Azure SQL is Microsoft’s bid to get enterprises to float their databases on the company’s cloud, but it may be overkill for some organizations or developers looking to test their apps. Microsoft’s answer to the problem is to release SQL Server Express to the Azure Gallery marketplace.
Customers can now access SQL Server Express with Tools 2014, 2012 and 2008R2 virtual machines for Azure, the company announced. Originally released as a slimmed-down database foundation for on-premises applications or embedded into basic desktop apps, the software has been caught up in Microsoft’s “cloud-first” business strategy.
“SQL Server Express is a version of SQL Server you can use for dev/test and Web and mobile apps with lightweight relational database needs,” stated the company in a Feb. 12 blog post. Fulfilling those roles, SQL Server Express VMs work well with .NET, JDBC, PHP and other programming languages, noted Microsoft, and can be used to power popular Web-based content management platforms, including WordPress and Drupal.
The offering is strictly meant to make it easier to spin up a modest cloud database for projects with modest needs. “SQL Server Express has a limit of 1GB of memory and 10GB per database,” revealed Microsoft. “The images include the core SQL Server Engine as well as SQL Server Management Studio.”
Apart from the cost associated with running a virtual machine on Azure, a SQL Server Express licensing is free. By comparison, a Standard Azure SQL database (S0 plan, 250GB) costs approximately $15 per month while some high-performance Premium plans command thousands of dollars. For added savings, users can pause the virtual machine while it goes unused, suggested Microsoft.
Launching SQL Server Express on Azure is the latest move by the Redmond, Wash., software giant to widen Azure’s appeal among businesses looking to offload at least some of their IT workloads onto the cloud.
In October, Microsoft announced a major security-enhancing option called Azure SQL Database Transparent Data Encryption (TDE). Available in the on-premises version of SQL Server since 2008, TDE encrypts the database, transaction log files and backups at rest without imposing changes to an application.
Microsoft also beefed up Azure SQL’s disaster recovery capabilities that same month by launching a preview of SQL AlwaysOn integration with the Azure Site Recovery (ASR) service.

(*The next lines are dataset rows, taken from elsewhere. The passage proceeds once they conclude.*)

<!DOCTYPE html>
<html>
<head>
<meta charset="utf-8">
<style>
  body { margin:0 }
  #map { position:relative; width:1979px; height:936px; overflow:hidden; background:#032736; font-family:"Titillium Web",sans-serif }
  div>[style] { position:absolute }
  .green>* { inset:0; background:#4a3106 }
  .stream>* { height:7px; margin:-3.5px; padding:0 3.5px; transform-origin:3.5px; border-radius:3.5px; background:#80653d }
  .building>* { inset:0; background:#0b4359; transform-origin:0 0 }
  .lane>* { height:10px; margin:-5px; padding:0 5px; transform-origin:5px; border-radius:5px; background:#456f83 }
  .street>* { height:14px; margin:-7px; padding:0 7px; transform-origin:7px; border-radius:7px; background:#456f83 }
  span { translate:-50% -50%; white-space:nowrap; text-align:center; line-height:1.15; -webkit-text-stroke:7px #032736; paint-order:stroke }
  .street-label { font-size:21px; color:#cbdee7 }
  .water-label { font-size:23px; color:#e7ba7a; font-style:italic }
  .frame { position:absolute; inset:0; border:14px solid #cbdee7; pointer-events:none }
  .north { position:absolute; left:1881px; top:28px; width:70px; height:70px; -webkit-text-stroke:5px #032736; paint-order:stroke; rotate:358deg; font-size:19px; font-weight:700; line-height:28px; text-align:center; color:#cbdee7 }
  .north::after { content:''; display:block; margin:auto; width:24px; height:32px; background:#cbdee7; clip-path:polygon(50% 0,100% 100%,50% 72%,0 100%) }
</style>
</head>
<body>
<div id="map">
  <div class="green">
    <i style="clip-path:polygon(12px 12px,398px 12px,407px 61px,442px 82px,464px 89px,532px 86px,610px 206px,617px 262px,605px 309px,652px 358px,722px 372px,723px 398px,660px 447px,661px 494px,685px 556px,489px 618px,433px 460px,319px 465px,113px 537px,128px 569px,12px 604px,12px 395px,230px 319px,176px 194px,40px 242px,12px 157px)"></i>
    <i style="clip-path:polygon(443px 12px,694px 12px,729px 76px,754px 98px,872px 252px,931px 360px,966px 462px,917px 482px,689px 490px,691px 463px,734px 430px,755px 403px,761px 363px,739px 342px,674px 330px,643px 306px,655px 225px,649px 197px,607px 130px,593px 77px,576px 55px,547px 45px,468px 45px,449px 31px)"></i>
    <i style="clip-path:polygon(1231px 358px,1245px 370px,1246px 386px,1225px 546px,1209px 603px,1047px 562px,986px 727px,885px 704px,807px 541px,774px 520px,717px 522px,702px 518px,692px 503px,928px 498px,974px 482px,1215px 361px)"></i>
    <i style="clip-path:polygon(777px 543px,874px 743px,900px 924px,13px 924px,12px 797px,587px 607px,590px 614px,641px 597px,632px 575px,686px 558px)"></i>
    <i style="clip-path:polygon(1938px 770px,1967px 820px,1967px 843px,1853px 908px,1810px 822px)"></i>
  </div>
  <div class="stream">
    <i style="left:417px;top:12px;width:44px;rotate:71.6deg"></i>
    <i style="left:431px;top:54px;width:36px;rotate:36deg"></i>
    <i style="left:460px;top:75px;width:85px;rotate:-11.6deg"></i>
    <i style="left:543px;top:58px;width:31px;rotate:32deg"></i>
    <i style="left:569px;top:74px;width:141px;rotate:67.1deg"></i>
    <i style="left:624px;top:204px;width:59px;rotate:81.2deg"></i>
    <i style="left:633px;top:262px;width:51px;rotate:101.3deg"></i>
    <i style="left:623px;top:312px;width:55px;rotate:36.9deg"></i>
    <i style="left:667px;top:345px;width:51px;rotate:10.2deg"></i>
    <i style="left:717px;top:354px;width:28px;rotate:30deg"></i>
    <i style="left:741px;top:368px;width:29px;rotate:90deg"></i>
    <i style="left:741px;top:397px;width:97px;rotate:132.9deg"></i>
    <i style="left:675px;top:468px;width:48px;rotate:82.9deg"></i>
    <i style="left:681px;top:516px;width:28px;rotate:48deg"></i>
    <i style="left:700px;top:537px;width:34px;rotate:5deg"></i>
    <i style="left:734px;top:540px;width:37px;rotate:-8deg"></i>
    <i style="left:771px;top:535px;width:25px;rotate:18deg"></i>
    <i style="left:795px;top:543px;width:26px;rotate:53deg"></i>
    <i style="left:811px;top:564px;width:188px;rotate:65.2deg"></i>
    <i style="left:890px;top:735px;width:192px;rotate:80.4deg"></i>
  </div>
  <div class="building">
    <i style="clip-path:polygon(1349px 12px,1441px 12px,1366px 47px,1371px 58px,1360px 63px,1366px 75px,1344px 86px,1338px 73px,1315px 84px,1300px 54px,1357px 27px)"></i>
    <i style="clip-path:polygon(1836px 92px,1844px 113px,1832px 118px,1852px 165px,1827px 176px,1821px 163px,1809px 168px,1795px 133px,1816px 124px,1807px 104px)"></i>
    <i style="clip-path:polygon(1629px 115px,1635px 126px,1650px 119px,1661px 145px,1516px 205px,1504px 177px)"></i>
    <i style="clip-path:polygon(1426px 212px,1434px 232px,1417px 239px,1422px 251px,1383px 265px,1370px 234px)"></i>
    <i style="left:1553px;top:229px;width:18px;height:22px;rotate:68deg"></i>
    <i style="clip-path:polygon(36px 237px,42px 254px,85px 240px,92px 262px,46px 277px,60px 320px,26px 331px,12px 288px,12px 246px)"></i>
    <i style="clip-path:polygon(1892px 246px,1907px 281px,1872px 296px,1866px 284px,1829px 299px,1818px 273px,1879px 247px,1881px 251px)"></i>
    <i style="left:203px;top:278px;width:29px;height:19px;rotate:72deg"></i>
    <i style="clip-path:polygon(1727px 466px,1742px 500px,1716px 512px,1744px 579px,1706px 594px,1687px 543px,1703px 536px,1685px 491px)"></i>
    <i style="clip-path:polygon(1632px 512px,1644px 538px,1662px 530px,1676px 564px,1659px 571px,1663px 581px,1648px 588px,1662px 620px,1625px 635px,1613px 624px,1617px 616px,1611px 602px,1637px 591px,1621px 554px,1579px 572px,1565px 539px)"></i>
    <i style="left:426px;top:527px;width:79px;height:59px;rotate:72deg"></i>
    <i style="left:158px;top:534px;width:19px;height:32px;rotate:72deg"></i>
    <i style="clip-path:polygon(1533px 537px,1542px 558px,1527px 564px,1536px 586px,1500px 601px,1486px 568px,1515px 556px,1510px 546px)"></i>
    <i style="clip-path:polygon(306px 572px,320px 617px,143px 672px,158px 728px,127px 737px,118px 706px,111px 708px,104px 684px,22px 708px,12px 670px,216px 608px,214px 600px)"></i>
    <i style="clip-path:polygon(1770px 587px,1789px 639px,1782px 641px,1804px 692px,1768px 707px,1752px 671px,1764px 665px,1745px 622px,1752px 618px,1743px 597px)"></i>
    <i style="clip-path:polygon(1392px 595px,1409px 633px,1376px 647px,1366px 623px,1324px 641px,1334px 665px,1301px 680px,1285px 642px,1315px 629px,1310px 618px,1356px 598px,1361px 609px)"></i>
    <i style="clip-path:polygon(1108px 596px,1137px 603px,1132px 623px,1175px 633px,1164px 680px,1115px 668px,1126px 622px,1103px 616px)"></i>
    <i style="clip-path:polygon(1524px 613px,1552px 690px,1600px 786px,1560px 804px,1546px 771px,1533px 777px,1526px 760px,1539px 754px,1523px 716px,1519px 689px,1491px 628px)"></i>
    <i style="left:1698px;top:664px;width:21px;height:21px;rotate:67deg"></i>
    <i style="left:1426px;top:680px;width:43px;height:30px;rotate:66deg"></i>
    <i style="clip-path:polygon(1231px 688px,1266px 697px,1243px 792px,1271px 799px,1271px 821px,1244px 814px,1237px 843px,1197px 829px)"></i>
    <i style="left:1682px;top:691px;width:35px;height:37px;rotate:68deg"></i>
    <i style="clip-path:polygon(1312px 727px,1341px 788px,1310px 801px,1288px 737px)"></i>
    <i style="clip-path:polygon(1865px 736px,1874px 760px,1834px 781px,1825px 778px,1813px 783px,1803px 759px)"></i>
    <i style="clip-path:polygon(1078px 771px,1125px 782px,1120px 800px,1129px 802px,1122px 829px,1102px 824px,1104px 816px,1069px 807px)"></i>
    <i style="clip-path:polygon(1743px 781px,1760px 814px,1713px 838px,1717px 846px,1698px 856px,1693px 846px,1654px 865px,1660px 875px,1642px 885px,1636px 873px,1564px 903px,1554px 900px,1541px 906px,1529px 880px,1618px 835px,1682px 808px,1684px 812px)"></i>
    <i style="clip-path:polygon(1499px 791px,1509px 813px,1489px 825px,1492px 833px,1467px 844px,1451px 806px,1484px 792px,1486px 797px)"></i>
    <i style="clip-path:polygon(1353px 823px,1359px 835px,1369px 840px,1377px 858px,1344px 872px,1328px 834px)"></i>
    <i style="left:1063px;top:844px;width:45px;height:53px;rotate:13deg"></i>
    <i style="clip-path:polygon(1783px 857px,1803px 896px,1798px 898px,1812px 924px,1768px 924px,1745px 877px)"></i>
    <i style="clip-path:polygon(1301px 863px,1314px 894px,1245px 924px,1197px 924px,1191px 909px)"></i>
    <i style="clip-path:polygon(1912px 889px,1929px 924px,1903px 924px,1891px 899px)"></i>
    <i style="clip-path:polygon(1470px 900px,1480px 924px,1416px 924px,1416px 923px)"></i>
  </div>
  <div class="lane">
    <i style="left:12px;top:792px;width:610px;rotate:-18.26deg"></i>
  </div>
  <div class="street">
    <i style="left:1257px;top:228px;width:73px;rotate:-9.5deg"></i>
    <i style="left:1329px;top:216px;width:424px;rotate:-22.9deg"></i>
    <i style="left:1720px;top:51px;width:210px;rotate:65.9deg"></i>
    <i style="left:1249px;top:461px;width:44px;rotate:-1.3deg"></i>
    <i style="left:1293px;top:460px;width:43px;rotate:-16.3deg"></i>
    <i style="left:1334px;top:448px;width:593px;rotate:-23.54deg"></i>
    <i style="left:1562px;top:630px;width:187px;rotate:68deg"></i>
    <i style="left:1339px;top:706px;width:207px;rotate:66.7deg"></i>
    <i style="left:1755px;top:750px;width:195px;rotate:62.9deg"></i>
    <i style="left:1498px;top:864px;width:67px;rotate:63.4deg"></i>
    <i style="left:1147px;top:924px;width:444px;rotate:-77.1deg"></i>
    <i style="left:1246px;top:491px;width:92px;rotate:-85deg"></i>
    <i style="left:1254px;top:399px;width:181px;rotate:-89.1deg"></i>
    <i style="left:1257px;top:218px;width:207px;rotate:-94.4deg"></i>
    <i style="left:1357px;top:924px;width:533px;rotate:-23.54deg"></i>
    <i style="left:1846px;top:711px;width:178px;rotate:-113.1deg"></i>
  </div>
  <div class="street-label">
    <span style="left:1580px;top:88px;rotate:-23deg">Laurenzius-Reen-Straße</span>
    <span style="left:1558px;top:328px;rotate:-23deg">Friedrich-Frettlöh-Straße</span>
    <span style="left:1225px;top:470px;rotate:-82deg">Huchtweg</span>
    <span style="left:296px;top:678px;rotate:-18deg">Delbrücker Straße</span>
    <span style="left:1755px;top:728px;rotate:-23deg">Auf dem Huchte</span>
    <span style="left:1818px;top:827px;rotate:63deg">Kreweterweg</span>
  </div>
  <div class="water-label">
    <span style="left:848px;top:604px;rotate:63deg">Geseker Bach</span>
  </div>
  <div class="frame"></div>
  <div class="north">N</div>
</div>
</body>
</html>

AlwaysOn is a collection of high-availability and disaster recovery technologies used by administrators to avert database outages or bounce back quickly if they occur.
“SQL Availability Groups can now be added to ASR Recovery plans along with virtual machines,” blogged Prateek Sharma, a Microsoft Cloud and Enterprise senior program manager, on Oct. 13. “All capabilities of ASR Recovery plans such as sequencing, scripting and manual actions can be leveraged to orchestrate the failover of a multi-tier application that uses a SQL database, configured with AlwaysOn replication, as backend.”